Your instructions:
Which lines of the data below contain "display"? Please show them all.

Stored records
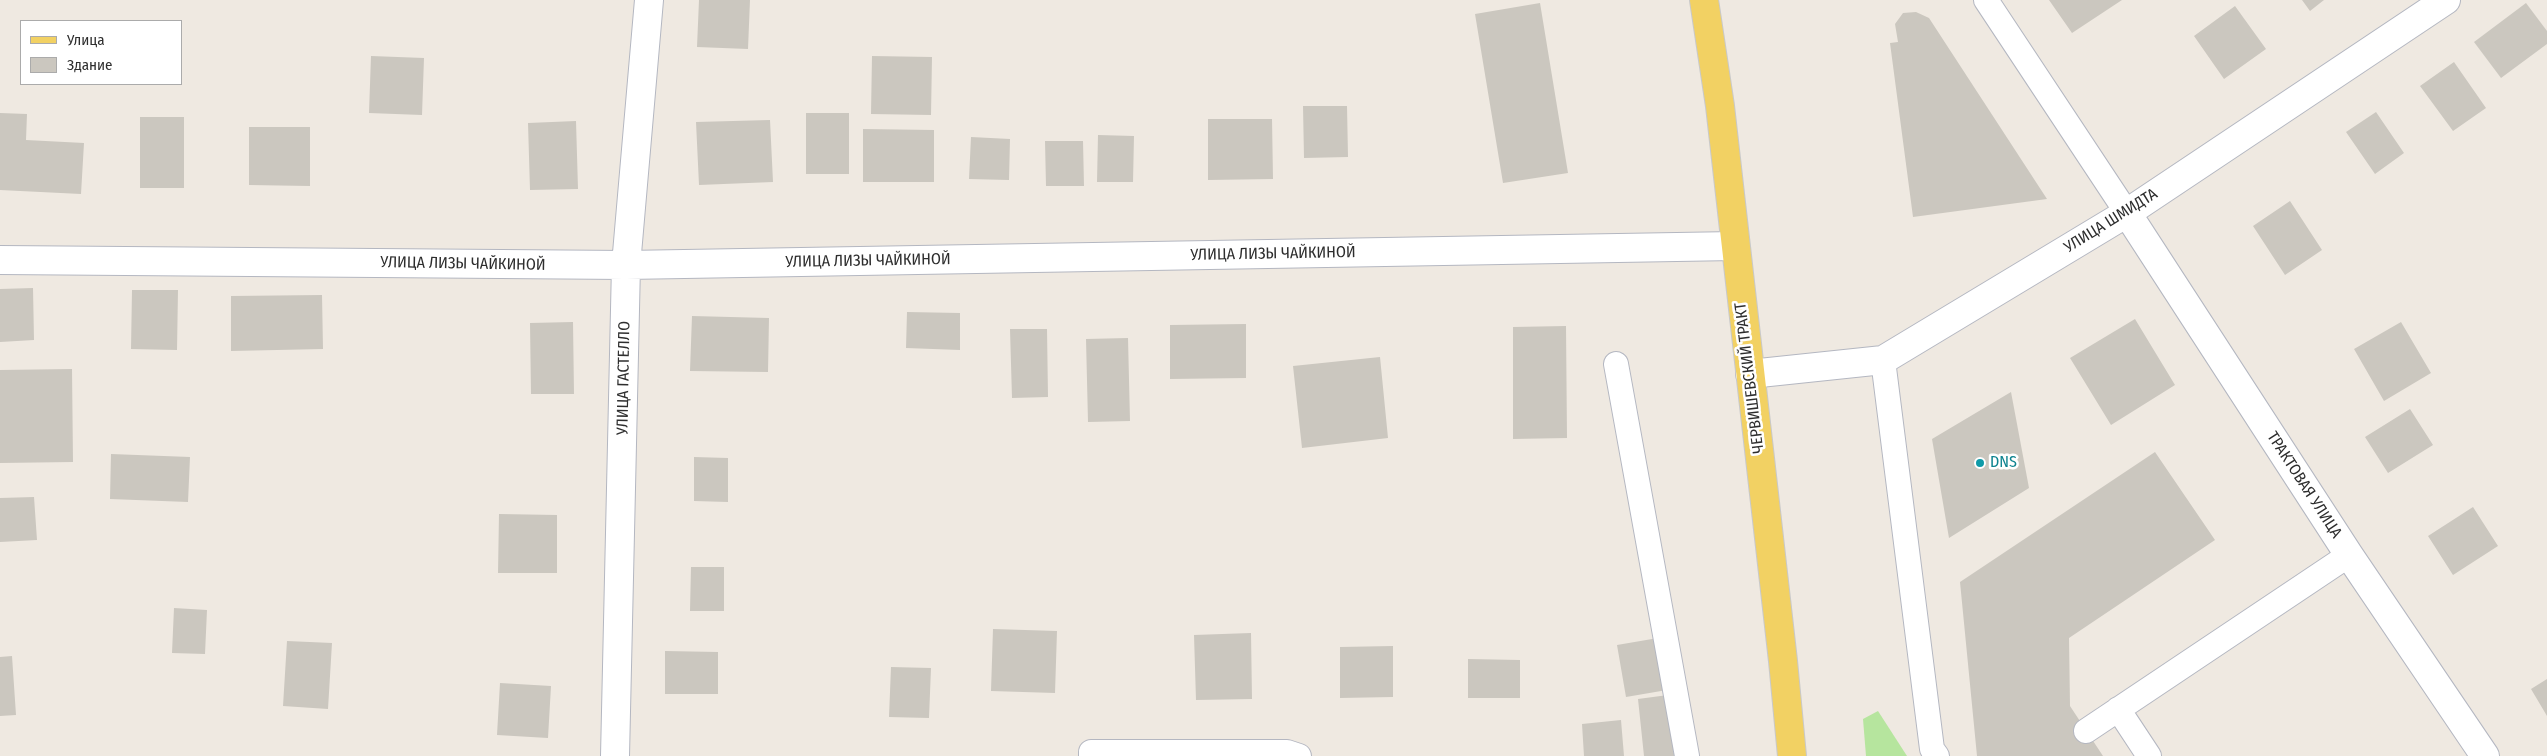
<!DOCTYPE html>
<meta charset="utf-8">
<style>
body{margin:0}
#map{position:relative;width:2547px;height:756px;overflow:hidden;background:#efe9e1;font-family:"Fira Sans Condensed",sans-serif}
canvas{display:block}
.legend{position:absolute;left:20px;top:20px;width:162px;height:65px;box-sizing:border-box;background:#fff;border:1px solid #ababab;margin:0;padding:6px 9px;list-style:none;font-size:15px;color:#2e2e2e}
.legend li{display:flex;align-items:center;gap:10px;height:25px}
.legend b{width:25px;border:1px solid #ababab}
</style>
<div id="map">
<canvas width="2547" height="756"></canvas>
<ul class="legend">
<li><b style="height:6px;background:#f2d163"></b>Улица</li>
<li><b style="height:14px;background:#cbc7bf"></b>Здание</li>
</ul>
</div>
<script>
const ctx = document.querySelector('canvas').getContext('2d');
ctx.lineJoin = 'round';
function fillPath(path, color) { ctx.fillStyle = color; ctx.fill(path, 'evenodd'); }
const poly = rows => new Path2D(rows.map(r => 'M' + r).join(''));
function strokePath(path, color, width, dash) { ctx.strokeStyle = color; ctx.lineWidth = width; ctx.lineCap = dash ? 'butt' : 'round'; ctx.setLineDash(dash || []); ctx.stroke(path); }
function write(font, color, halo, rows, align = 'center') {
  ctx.font = font + ' "Fira Sans Condensed",sans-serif'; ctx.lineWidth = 5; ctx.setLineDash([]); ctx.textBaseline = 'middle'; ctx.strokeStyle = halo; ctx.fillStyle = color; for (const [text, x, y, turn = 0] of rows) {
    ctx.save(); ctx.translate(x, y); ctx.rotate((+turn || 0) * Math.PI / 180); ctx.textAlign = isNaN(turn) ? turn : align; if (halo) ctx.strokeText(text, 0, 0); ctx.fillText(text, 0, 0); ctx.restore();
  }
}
fillPath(poly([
 [1878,711,1907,756,1866,756,1863,719]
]), '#b6e59e');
fillPath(poly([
 [699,0,750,0,748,49,697,47],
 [2049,0,2122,0,2072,33],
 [2302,0,2324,0,2310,11],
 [1540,3,1568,173,1503,183,1475,14],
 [2526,3,2547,31,2547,44,2501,78,2474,42],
 [2235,6,2266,49,2224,79,2194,36],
 [1916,12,1929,18,2047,199,1913,217,1890,43,1898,42,1895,24,1903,13],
 [371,56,424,58,422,115,369,113],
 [872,56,932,57,931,115,871,114],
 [2454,62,2486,108,2453,131,2420,86],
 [1303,106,1347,106,1348,157,1304,158],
 [2376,112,2404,153,2375,174,2346,132],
 [0,113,27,114,26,140,84,143,81,194,0,190],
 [806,113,849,113,849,174,806,174],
 [140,117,184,117,184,188,140,188],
 [1208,119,1272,119,1273,179,1208,180],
 [770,120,773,182,699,185,696,122],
 [576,121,578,189,530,190,528,123],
 [249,127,310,127,310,186,249,185],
 [863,129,934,130,934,182,863,182],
 [1098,135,1134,136,1133,182,1097,182],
 [971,137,1010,139,1009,180,969,179],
 [1045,141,1083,141,1084,186,1046,186],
 [2290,201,2322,250,2285,275,2253,226],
 [33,288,34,340,0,342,0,289],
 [132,290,178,290,177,350,131,349],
 [322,295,323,349,231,351,231,296],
 [907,312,960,313,960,350,906,348],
 [692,316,769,318,768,372,690,371],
 [2135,319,2175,385,2111,425,2070,358],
 [573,322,574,394,531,394,530,323],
 [2401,322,2431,373,2384,401,2354,349],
 [1246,324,1246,378,1170,379,1170,325],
 [1566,326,1567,438,1513,439,1513,327],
 [1010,329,1047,329,1048,397,1012,398],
 [1128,338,1130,421,1088,422,1086,339],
 [1380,357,1388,438,1302,448,1293,366],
 [72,369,73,462,0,463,0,370],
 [2011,392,2029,488,1949,538,1932,439],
 [2410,409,2433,445,2388,473,2365,437],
 [2155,452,2215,540,2069,638,2070,706,2103,756,1977,756,1960,582],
 [111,454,190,457,188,502,110,499],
 [694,457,728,458,728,502,694,501],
 [34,497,37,540,0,542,0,498],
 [2473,507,2498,546,2453,575,2428,536],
 [499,514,557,515,557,573,498,573],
 [691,567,724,567,724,611,690,611],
 [174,608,207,610,205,654,172,653],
 [993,629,1057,631,1055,693,991,691],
 [1251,633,1252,699,1196,700,1194,635],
 [1658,638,1667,690,1626,697,1617,645],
 [287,641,332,643,328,709,283,706],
 [1393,646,1393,697,1340,698,1340,647],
 [665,651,718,652,718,694,665,694],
 [12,656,16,715,0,716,0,657],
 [1468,659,1520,660,1520,698,1468,698],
 [891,667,931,668,929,718,889,717],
 [2547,679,2547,716,2531,689],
 [500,683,551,686,548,738,497,735],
 [1668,695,1674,756,1644,756,1638,699],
 [1621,720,1624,756,1584,756,1582,724]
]), '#cbc7bf');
const lane = poly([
 [1986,0,2127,213],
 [1883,360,1932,749,1937,756],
 [1616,364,1687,756],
 [2118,709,2149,756],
 [2086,731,2349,555],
 [1091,756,1091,752,1287,752,1299,756]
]);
const street = poly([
 [2127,213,2349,555,2485,756],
 [0,260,626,265,1735,246],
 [1750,374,1883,360,2127,213,2446,0],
 [615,756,626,265,649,0]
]);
const primary = poly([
 [1704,0,1720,106,1783,661,1792,756]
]);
strokePath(lane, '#b4b7c1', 26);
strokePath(street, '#b4b7c1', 30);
strokePath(primary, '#c9c9c9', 30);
strokePath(lane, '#fff', 24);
strokePath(street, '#fff', 28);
strokePath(primary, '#f2d163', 28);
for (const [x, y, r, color] of [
 [1980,463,5,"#0f9aa8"]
]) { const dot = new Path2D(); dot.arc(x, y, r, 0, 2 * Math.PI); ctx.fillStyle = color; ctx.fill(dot); strokePath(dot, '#fff', 2); }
write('16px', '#2e2e2e', '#fff', [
 ["УЛИЦА ШМИДТА",2111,221,-32],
 ["УЛИЦА ЛИЗЫ ЧАЙКИНОЙ",1273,254,-1],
 ["УЛИЦА ЛИЗЫ ЧАЙКИНОЙ",868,261,-1],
 ["УЛИЦА ЛИЗЫ ЧАЙКИНОЙ",463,264,1],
 ["УЛИЦА ГАСТЕЛЛО",624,378,-89],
 ["ЧЕРВИШЕВСКИЙ ТРАКТ",1750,378,-97],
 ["ТРАКТОВАЯ УЛИЦА",2304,485,57]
]);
write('16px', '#0d838f', '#fff', [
 ["DNS",1990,463]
], 'left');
</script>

Your solution:
canvas{display:block}
.legend li{display:flex;align-items:center;gap:10px;height:25px}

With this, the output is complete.